Parkbänke laden nicht (mehr) zum Verweilen ein. Der für längere Zeit bequem sitzende oder gar liegende Mensch auf einem Sitzmöbel im öffentlichen Raum dient niemandem außer sich selbst. Und dieser verdienten Selbstgefälligkeit wird zunehmend ein Strich durch die persönliche Bequemlichkeitsrechnung gemacht, indem ganz bewusst Bänke so gestaltet werden, dass sie nach wenigen Minuten der Benützerin oder dem Benützer ungut ins Gebein fahren, denn die komfortable Sitzgelegenheit ist dem öffentlichen Raum Feind. Das Projekt parkbank survival von Studierenden der Angewandten näherte sich der Parkbank künstlerisch und gesellschaftspolitisch.Ein Schild mit einem landenden Flugzeug steht unmittelbar hinter einer Parkbank, aber nicht auf einem Grün in Schwechat, sondern mitten in Wien im Stadtpark.

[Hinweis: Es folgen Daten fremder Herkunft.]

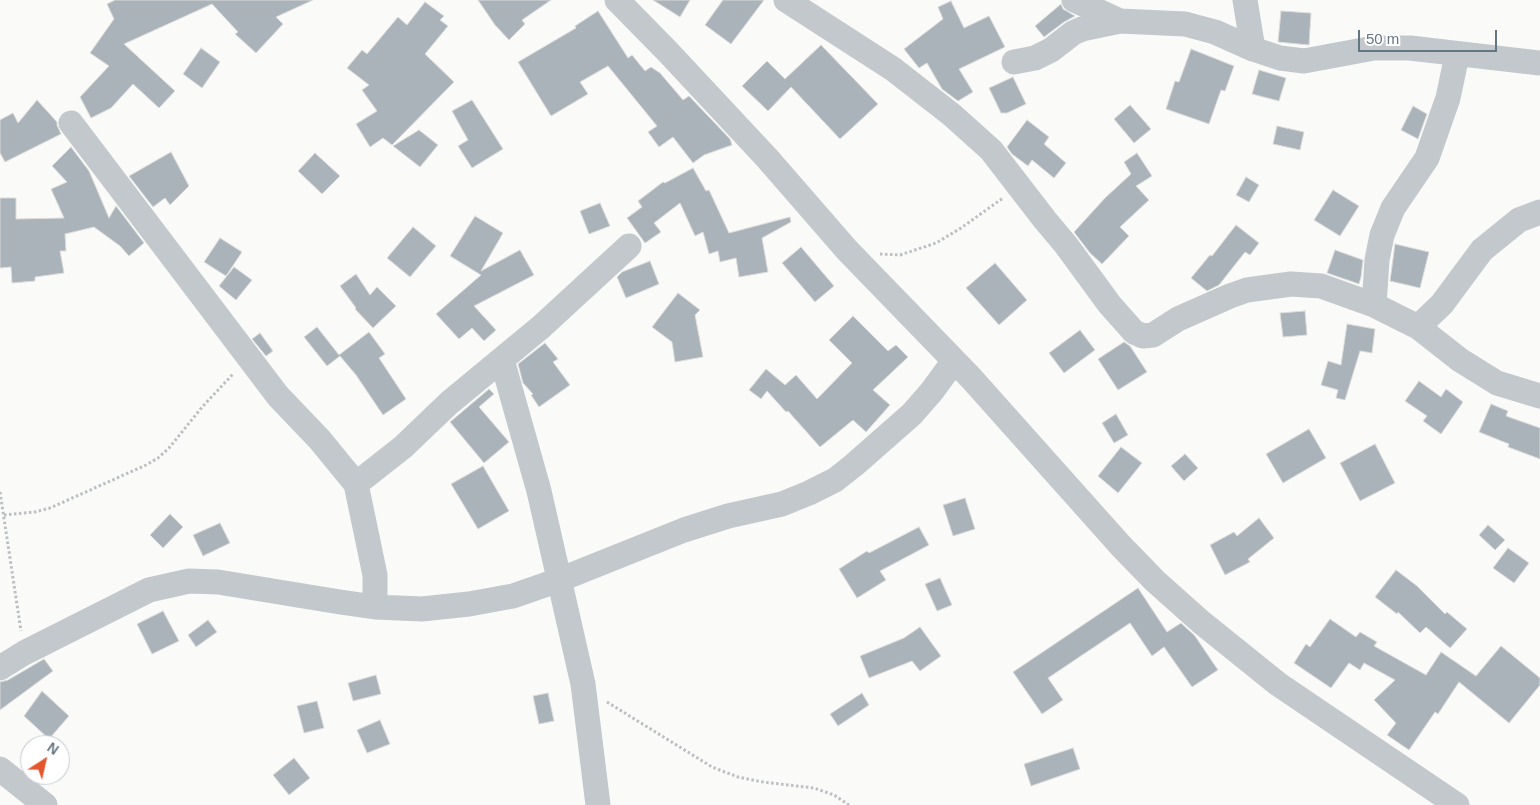 <!DOCTYPE html>
<html>
<head>
<meta charset="utf-8">
<style>
	body { margin:0 }
	#map { position:relative; width:1540px; height:805px; overflow:hidden; background:#fafaf8; font-family:Arial,sans-serif }
	canvas { display:block }
	.north { position:absolute; left:20px; top:735px; width:50px; height:50px; box-sizing:border-box; background:#fff; border:1px solid #c1c8cd; border-radius:50%; rotate:35deg; font-size:14px; font-weight:700; line-height:20px; text-align:center; color:#657683 }
	.north::after { content:''; display:block; margin:auto; width:18px; height:22px; background:#e4572e; clip-path:polygon(50% 0,100% 100%,50% 72%,0 100%) }
	.scale { position:absolute; left:1358px; top:30px; width:139px; height:22px; box-sizing:border-box; border:2px solid #657683; border-top:0; padding-left:6px; font-size:15px; line-height:18px; white-space:nowrap; color:#657683; -webkit-text-stroke:4px #fff; paint-order:stroke }
</style>
</head>
<body>
<div id="map">
<canvas width="1540" height="805"></canvas>
<div class="north">N</div>
<div class="scale">50 m</div>
</div>
<script>
const context = document.querySelector('canvas').getContext('2d');
context.lineJoin = 'round';
function fillPath(path, color) { context.fillStyle = color; context.fill(path, 'evenodd'); }
const shape = rows => new Path2D(rows.map(r => 'M' + r).join(''));
function strokePath(path, color, width, dash) { context.strokeStyle = color; context.lineWidth = width; context.lineCap = dash ? 'butt' : 'round'; context.setLineDash(dash || []); context.stroke(path); }
const building = shape([
	[115,0,313,0,276,17,283,24,256,53,235,34,238,32,212,4,124,44,175,91,159,108,133,84,111,108,91,118,80,97,109,66,90,53,114,19,107,4,115,0],
	[478,0,551,0,522,20,525,24,509,40,495,25,478,0],
	[653,0,690,0,680,17,653,0],
	[723,0,764,0,731,44,705,25,723,0],
	[951,1,964,28,989,16,1005,47,959,69,973,92,958,101,942,89,927,63,919,68,904,49,943,19,938,7,951,1],
	[425,2,444,16,440,20,448,26,425,54,454,82,392,145,383,138,370,147,356,124,377,111,362,90,369,85,347,68,362,50,367,54,398,17,407,25,425,2],
	[1061,4,1063,9,1075,16,1064,22,1044,37,1035,26,1061,4],
	[598,11,628,58,632,55,645,71,651,67,660,73,683,100,689,96,730,139,732,145,704,155,693,163,673,137,659,147,648,132,657,126,608,66,580,82,588,94,551,116,518,62,576,28,575,26,598,11],
	[1281,11,1311,13,1309,45,1278,42,1281,11],
	[821,45,878,104,840,139,791,87,768,111,742,86,767,61,785,79,821,45],
	[201,48,220,62,202,88,183,74,201,48],
	[1191,49,1234,66,1225,91,1221,90,1209,124,1166,109,1175,81,1179,82,1191,49],
	[1259,70,1286,78,1279,101,1252,94,1259,70],
	[1013,77,1026,104,1007,113,1001,113,989,88,1013,77],
	[37,100,57,122,57,125,61,134,5,162,0,153,0,120,13,113,18,123,37,100],
	[472,100,503,149,472,168,458,146,468,140,452,111,472,100],
	[1130,105,1151,129,1134,143,1114,119,1130,105],
	[1413,106,1427,114,1418,139,1401,130,1413,106],
	[1027,120,1049,137,1044,144,1066,163,1054,178,1032,160,1028,166,1012,154,1007,147,1027,120],
	[1277,126,1304,132,1300,150,1273,144,1277,126],
	[419,130,438,145,420,167,393,146,419,130],
	[71,147,89,171,109,218,116,206,144,243,129,256,120,246,94,227,65,234,66,251,60,251,64,273,35,277,35,281,12,283,11,267,0,268,0,198,16,198,16,219,64,218,51,189,67,182,52,166,71,147],
	[171,152,189,186,170,205,165,198,153,207,129,176,171,152],
	[315,153,340,176,322,194,298,171,315,153],
	[1137,153,1152,176,1136,186,1149,200,1120,227,1129,236,1102,264,1090,253,1074,232,1105,198,1131,174,1124,162,1137,153],
	[693,168,706,191,709,190,729,233,790,217,791,222,762,238,768,272,739,277,736,258,720,262,718,251,709,254,703,232,695,236,680,203,654,223,661,232,645,243,627,218,642,207,638,201,663,182,665,183,693,168],
	[1246,177,1259,185,1249,202,1236,195,1246,177],
	[1333,190,1359,206,1340,236,1314,220,1333,190],
	[600,203,610,226,589,234,580,211,600,203],
	[475,216,503,233,481,271,520,250,534,275,474,306,496,330,484,341,472,328,459,339,436,314,481,275,450,256,475,216],
	[1236,225,1259,243,1250,255,1245,252,1219,285,1207,291,1191,278,1210,255,1212,256,1236,225],
	[413,227,436,246,410,277,387,258,413,227],
	[220,238,242,252,226,276,204,262,220,238],
	[1395,244,1429,252,1420,288,1390,281,1395,244],
	[801,247,834,286,815,302,782,263,801,247],
	[1335,250,1363,260,1361,277,1359,284,1327,273,1335,250],
	[650,261,659,284,626,298,617,277,622,272,650,261],
	[995,263,1027,300,999,325,966,288,995,263],
	[234,267,252,280,236,300,219,286,234,267],
	[356,274,370,295,377,287,396,306,373,328,355,309,356,308,340,286,356,274],
	[678,293,700,310,695,315,703,357,675,362,672,342,652,327,678,293],
	[1305,311,1307,335,1283,337,1280,313,1305,311],
	[853,316,888,351,896,345,908,357,873,390,890,405,866,432,853,420,820,447,788,411,786,412,767,391,761,399,749,390,766,369,785,385,796,375,817,399,852,363,829,340,853,316],
	[1347,324,1375,329,1372,353,1360,351,1345,400,1336,398,1338,390,1321,385,1328,361,1341,365,1347,324],
	[317,327,339,355,369,332,385,354,379,358,406,399,383,415,356,375,340,356,327,366,304,337,317,327],
	[1080,330,1095,350,1064,373,1049,353,1080,330],
	[260,333,273,351,266,356,252,339,260,333],
	[1124,342,1130,346,1147,372,1118,390,1098,359,1124,342],
	[545,343,558,359,553,362,570,385,539,407,531,395,533,394,523,383,518,364,545,343],
	[1419,381,1441,397,1446,389,1463,402,1441,434,1423,421,1427,416,1405,401,1419,381],
	[489,389,494,394,479,407,509,442,484,463,450,422,489,389],
	[1491,404,1508,411,1506,416,1540,428,1540,459,1508,447,1509,444,1479,432,1491,404],
	[1116,414,1128,435,1114,443,1102,423,1116,414],
	[1309,429,1326,458,1283,483,1266,454,1309,429],
	[1375,444,1395,483,1360,501,1340,463,1375,444],
	[1121,447,1142,463,1118,493,1098,476,1121,447],
	[1185,454,1198,468,1184,481,1171,466,1185,454],
	[483,466,509,511,478,529,451,484,483,466],
	[965,498,975,529,953,536,943,505,965,498],
	[170,514,183,527,163,548,150,535,170,514],
	[1259,518,1274,538,1248,559,1250,562,1225,575,1210,545,1234,532,1237,536,1259,518],
	[220,523,230,543,203,556,193,535,220,523],
	[1488,525,1505,540,1495,550,1479,535,1488,525],
	[919,527,929,545,880,571,886,580,857,598,839,569,867,551,869,553,919,527],
	[1508,548,1529,563,1514,583,1493,568,1508,548],
	[1396,570,1417,586,1445,614,1447,612,1467,629,1450,648,1426,627,1420,633,1398,612,1397,614,1375,597,1396,570],
	[940,578,952,605,937,611,925,584,940,578],
	[1138,588,1167,632,1181,623,1195,636,1218,670,1192,687,1164,647,1152,656,1130,623,1048,678,1063,700,1042,714,1013,672,1138,588],
	[163,611,179,641,152,654,137,624,163,611],
	[1330,619,1356,637,1360,632,1377,642,1374,646,1426,675,1441,652,1476,676,1501,646,1540,678,1540,685,1509,723,1459,682,1438,714,1435,712,1409,750,1387,735,1396,723,1374,700,1395,680,1364,663,1360,670,1349,663,1331,688,1294,663,1306,644,1310,647,1330,619],
	[208,620,217,632,196,647,188,635,208,620],
	[920,627,941,656,920,671,912,661,869,678,860,656,904,638,920,627],
	[44,659,53,671,0,710,0,682,8,680,44,659],
	[376,675,381,694,353,701,348,683,376,675],
	[42,691,69,716,49,739,24,716,42,691],
	[548,693,554,721,539,724,533,696,548,693],
	[862,693,869,705,838,726,830,714,862,693],
	[317,701,324,728,304,733,297,706,317,701],
	[380,720,390,744,367,753,357,730,380,720],
	[1073,748,1080,769,1031,786,1024,764,1073,748],
	[294,758,310,778,289,795,273,775,294,758]
]);
fillPath(building, '#aab3b9');
strokePath(building, '#dcdcda', 1);
strokePath(shape([
	[880,254,900,255,936,243,961,228,1003,198],
	[0,492,21,631],
	[4,515,35,512,50,508,146,465,158,458,169,448,203,406,234,373],
	[607,702,712,767,738,777,763,782,814,788,834,795,849,805]
]), '#bbbfc2', 3, [2.5, 2.5]);
strokePath(shape([
	[617,0,668,52,767,158,847,250,971,378,1121,546,1155,581,1201,622,1278,684,1457,805],
	[786,0,893,69,952,115,991,150,1045,220,1066,245,1110,305,1134,332,1143,336,1153,335,1178,319,1230,296,1247,290,1291,284,1321,286,1374,305,1418,327,1460,360,1497,383,1540,396],
	[1074,0,1120,21],
	[1245,0,1253,49],
	[1014,62,1035,58,1051,50,1073,33,1082,29,1120,21,1185,24,1215,32,1253,49,1280,58,1304,61,1374,48,1410,48,1540,63],
	[71,123,278,396,320,440,356,484,375,575,375,607],
	[1374,305,1377,260,1382,235,1393,208,1427,158,1448,98,1457,55],
	[1418,327,1442,304,1482,250,1519,220,1540,212],
	[502,360,539,491,583,684,598,805],
	[356,484,403,447,449,403,541,327,629,246],
	[0,668,24,653,149,590,189,581,218,582,340,602,375,607,422,609,469,604,513,596,559,580,684,530,728,516,782,504,809,493,835,480,854,465,912,414,932,391,954,361],
	[0,769,45,805]
]), '#c3c8cc', 25);
</script>
</body>
</html>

Die Bank gegenüber ist mit Klettverschlussstreifen bezogen, um das Hängenbleiben, und somit das Verweilen zu versinnbildlichen. Eine andere ist wiederum mit Fahrradschläuchen bespannt, so dass das ganze Körpergewicht hineingeworfen werden muss, damit dem Allerwertesten die Berührung mit der Sitzfläche gelingen kann. Hinter diesem Projekt der Abteilung Design, Architektur, Environment für Kunstpädagogik an der Universität für Angewandte Kunst in Kooperation mit der Gruppe (uuuaaargh!) steht die zentrale Frage Ist eine Parkbank eine Landebahn für jede(n) oder sind nur bestimmte BenützerInnen willkommen?.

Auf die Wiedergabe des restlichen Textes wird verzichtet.